● Aim of the task: Go through the listing below and show each line that has the word "Keep".

● Provided entries:
•••••
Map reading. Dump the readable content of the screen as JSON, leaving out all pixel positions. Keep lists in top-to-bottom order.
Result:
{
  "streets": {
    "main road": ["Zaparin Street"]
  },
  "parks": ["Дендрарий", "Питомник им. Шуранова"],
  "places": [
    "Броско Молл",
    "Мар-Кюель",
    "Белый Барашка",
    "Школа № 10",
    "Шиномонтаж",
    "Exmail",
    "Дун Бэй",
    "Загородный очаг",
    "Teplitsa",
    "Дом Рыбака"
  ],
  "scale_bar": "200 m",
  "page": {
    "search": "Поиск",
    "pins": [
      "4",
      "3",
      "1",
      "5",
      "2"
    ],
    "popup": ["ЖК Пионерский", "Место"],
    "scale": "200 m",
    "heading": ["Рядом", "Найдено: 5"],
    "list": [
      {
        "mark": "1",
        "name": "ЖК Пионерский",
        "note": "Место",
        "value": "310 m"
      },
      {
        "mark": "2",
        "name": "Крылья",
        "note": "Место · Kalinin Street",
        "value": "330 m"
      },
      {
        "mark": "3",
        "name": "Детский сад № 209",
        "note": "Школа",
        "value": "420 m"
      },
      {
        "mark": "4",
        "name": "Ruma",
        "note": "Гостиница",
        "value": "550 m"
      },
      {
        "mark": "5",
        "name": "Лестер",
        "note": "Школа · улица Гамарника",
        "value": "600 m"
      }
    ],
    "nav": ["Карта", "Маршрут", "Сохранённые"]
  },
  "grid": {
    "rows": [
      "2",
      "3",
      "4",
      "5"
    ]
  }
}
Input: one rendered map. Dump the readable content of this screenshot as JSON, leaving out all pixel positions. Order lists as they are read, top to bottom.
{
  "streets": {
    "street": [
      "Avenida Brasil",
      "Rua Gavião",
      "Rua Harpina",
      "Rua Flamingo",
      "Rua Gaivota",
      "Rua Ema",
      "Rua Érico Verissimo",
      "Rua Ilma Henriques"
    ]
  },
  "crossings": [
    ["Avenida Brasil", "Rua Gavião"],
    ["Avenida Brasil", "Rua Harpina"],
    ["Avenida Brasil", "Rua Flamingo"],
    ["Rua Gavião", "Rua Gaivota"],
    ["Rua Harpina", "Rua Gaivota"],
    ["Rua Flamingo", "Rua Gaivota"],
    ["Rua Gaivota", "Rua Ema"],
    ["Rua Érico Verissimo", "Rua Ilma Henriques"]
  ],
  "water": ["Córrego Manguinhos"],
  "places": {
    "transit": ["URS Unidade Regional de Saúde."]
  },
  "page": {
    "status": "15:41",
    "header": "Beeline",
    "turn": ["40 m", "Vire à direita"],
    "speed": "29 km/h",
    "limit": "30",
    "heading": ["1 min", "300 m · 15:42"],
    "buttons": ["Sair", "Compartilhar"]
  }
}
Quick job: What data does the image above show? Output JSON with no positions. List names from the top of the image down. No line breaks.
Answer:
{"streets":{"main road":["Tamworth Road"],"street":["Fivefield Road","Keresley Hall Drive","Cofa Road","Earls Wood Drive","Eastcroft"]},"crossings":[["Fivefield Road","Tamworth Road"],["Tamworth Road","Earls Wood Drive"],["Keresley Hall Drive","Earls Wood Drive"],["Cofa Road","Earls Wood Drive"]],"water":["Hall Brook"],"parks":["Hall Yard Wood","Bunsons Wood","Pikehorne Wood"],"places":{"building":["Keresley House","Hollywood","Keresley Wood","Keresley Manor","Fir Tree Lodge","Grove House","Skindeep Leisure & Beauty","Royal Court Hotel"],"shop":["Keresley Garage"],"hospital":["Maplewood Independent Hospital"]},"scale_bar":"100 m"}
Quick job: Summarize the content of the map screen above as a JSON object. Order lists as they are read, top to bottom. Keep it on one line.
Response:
•••••
● Exercise response:
Map reading. Dump the readable content of the screen as JSON, leaving out all pixel positions. Keep lists in top-to-bottom order.
Quick job: Summarize the content of the map screen above as a JSON object. Order lists as they are read, top to bottom. Keep it on one line.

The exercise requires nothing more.